Start of Task material

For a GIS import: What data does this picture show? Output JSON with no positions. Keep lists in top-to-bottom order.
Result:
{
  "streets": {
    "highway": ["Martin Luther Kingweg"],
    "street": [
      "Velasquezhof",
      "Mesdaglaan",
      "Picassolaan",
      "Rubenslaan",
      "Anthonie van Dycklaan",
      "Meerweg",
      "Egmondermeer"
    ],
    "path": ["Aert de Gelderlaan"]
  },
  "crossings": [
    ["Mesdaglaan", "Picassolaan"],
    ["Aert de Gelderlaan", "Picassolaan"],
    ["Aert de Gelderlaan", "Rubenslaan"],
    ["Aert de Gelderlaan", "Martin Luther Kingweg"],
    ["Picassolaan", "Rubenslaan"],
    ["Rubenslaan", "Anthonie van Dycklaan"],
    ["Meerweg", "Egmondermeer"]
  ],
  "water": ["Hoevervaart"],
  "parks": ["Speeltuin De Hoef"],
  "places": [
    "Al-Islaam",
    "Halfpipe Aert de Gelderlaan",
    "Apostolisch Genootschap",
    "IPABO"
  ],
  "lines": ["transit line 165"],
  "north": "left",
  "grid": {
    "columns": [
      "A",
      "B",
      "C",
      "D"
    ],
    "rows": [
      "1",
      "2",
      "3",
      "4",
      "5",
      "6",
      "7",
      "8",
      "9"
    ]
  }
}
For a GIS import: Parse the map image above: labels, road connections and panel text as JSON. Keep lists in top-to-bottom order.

End of Task material

- Task goal -
Repeat the records above in full, word for word.

- Exercise response -
For a GIS import: What data does this picture show? Output JSON with no positions. Keep lists in top-to-bottom order.
Result:
{
  "streets": {
    "highway": ["Martin Luther Kingweg"],
    "street": [
      "Velasquezhof",
      "Mesdaglaan",
      "Picassolaan",
      "Rubenslaan",
      "Anthonie van Dycklaan",
      "Meerweg",
      "Egmondermeer"
    ],
    "path": ["Aert de Gelderlaan"]
  },
  "crossings": [
    ["Mesdaglaan", "Picassolaan"],
    ["Aert de Gelderlaan", "Picassolaan"],
    ["Aert de Gelderlaan", "Rubenslaan"],
    ["Aert de Gelderlaan", "Martin Luther Kingweg"],
    ["Picassolaan", "Rubenslaan"],
    ["Rubenslaan", "Anthonie van Dycklaan"],
    ["Meerweg", "Egmondermeer"]
  ],
  "water": ["Hoevervaart"],
  "parks": ["Speeltuin De Hoef"],
  "places": [
    "Al-Islaam",
    "Halfpipe Aert de Gelderlaan",
    "Apostolisch Genootschap",
    "IPABO"
  ],
  "lines": ["transit line 165"],
  "north": "left",
  "grid": {
    "columns": [
      "A",
      "B",
      "C",
      "D"
    ],
    "rows": [
      "1",
      "2",
      "3",
      "4",
      "5",
      "6",
      "7",
      "8",
      "9"
    ]
  }
}
For a GIS import: Parse the map image above: labels, road connections and panel text as JSON. Keep lists in top-to-bottom order.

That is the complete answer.